Florian Uhlig, qui a offert à ce jour l’intégrale du piano de Maurice Ravel la plus complète, poursuit chez le compositeur du Boléro. Après un album regroupant autour du Concerto en sol la Fantaisie de Debussy, le Concerto de Poulenc et le Concertino de Jean Françaix, il marie cette fois le Concerto pour la main gauche avec des opus encore moins courus.
Françaix y reparaît avec son Concerto de 1936, danse tranquille au bord d’un volcan pas si endormi que cela. Son esprit de pur divertissement ricane plus qu’il ne devrait, c’est une partition où le caustique le dispute au délicieux, et Uhlig le musarde en bouts de doigts, s’y amuse et pince l’auditeur au plus impromptu. Que c’est bien fait ! et joué dans et avec l’orchestre dont Pablo González s’amuse en virtuose. Tout le Concerto est un babil subtil dont je ne me lasse pas.

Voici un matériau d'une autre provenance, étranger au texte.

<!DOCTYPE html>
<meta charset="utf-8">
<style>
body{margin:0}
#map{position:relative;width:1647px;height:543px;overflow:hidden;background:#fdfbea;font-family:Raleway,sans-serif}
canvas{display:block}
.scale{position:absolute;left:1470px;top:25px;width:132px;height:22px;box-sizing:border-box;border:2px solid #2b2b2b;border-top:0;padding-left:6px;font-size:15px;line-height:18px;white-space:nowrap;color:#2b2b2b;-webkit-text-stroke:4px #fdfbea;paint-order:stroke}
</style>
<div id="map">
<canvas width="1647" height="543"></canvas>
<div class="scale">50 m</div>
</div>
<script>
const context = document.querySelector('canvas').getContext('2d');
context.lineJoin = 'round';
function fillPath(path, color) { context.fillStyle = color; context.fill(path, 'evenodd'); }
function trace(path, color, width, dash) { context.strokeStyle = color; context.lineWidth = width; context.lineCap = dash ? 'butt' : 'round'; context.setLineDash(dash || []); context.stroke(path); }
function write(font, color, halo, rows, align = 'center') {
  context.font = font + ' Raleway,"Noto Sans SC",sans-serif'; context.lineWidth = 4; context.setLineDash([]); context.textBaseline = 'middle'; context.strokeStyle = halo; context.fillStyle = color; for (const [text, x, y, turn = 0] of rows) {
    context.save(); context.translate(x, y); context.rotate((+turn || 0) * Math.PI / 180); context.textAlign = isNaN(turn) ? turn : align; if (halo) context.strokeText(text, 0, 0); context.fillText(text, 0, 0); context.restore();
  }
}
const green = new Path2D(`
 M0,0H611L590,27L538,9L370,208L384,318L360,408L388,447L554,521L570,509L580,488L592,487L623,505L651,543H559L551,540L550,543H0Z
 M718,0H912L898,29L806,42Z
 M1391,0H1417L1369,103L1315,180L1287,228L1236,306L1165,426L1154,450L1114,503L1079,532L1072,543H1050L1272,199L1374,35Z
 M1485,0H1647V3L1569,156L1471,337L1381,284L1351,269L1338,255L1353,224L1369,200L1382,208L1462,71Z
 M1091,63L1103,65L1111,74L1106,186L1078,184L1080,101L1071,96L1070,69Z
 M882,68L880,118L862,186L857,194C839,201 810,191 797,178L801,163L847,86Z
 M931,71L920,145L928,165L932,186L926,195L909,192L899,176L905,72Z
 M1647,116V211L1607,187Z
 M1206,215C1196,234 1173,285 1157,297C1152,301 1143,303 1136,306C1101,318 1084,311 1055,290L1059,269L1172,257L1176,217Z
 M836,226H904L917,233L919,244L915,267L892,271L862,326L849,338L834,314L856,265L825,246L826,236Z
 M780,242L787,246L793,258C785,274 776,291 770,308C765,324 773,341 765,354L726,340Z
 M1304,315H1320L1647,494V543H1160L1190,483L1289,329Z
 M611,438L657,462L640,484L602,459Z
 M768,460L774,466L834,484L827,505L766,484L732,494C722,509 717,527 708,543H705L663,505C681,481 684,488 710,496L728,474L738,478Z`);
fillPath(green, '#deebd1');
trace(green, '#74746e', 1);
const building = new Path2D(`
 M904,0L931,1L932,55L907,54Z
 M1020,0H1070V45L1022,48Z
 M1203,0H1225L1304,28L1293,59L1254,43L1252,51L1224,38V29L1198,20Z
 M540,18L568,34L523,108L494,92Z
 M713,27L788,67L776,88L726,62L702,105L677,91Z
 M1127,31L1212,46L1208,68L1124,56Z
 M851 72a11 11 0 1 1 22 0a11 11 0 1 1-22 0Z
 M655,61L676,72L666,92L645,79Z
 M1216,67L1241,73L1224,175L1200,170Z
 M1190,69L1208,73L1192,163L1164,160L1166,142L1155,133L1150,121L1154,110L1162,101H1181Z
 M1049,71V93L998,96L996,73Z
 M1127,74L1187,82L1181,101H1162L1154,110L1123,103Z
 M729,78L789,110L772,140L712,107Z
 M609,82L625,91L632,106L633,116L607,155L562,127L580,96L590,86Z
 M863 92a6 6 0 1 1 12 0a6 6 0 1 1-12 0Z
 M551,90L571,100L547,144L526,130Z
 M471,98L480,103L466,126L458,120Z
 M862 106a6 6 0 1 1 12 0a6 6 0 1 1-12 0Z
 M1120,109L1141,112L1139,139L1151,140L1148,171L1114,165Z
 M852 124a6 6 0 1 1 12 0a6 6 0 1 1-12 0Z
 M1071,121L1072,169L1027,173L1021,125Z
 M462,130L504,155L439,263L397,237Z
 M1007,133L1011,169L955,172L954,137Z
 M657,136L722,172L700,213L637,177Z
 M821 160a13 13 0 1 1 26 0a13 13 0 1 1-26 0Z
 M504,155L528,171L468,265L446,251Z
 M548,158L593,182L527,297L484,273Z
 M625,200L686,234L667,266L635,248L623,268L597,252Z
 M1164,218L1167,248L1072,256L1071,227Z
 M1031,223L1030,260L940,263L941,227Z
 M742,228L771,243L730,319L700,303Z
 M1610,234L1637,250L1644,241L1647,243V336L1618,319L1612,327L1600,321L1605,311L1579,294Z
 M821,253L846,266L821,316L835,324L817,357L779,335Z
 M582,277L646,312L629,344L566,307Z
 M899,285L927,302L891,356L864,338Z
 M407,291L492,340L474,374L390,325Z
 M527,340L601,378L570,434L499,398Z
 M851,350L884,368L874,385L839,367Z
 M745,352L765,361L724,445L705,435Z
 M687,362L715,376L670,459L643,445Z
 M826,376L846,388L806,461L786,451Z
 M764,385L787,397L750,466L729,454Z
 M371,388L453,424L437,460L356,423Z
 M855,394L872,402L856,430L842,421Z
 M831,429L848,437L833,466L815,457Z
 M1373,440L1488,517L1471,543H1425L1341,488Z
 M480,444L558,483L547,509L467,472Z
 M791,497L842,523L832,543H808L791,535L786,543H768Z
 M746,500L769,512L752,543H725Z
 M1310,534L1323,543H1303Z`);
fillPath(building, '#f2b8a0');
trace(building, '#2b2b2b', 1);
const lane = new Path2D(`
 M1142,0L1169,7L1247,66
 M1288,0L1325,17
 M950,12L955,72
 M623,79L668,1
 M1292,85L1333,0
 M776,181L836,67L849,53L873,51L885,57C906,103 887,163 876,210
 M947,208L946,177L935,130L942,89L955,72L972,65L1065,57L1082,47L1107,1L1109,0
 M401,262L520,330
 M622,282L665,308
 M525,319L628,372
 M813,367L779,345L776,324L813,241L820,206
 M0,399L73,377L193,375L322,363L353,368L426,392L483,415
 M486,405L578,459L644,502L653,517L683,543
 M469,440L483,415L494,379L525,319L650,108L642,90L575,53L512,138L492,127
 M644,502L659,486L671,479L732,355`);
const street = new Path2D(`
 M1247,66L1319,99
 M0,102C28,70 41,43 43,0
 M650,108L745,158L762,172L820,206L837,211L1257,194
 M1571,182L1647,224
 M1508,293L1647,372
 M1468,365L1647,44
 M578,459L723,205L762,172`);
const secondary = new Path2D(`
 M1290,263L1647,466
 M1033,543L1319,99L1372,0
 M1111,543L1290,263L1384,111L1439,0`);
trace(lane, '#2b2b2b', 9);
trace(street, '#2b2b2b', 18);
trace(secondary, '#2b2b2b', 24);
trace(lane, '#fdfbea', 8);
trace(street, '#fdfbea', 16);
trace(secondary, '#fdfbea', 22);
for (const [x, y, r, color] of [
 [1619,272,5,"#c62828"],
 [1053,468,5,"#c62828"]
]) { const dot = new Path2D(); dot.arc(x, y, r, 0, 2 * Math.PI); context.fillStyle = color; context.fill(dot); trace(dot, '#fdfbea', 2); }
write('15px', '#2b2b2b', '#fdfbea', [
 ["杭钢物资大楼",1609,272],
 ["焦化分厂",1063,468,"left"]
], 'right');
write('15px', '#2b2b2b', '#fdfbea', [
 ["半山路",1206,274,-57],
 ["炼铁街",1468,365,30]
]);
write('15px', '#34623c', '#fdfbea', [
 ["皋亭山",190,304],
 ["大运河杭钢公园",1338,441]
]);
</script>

Vraie perle de l’album, la Ballade que Germaine Tailleferre composa à l’orée des années vingt. De la musique « en rêve » qui finira par un prégnant coucher de soleil endormant une fête populaire, mais tout cela composé avec une invention, écrit pour un orchestre atmosphérique admirable qui regarde bien plus vers Ravel que vers ses amis des « Six » ; cette partition si suggestive plaide haut et fort pour une réévaluation de son œuvre. Florian Uhlig devrait nous révéler les deux Concertos pour piano et le Concerto pour deux pianos, saxophone et orchestre.
Autre découverte, tout aussi majeure, la Fantaisie (variée) que Nadia Boulanger achève en 1912, sommet (avec l’opéra sur un livret de D’Annunzio qu’elle composa à quatre mains avec Raoul Pugno, La ville morte) d’un œuvre qui cessera quasiment avec la mort de sa sœur Lili en 1918. La maîtrise de la forme – qui au prélude cite les Variations symphoniques de Franck pour mieux s’en défaire – s’y marie avec une invention poétique sciante qui indique qu’elle avait en grande part le talent de son génie de sœur. Le choix de la voie pédagogique nous aura donc privés d’un tout grand compositeur.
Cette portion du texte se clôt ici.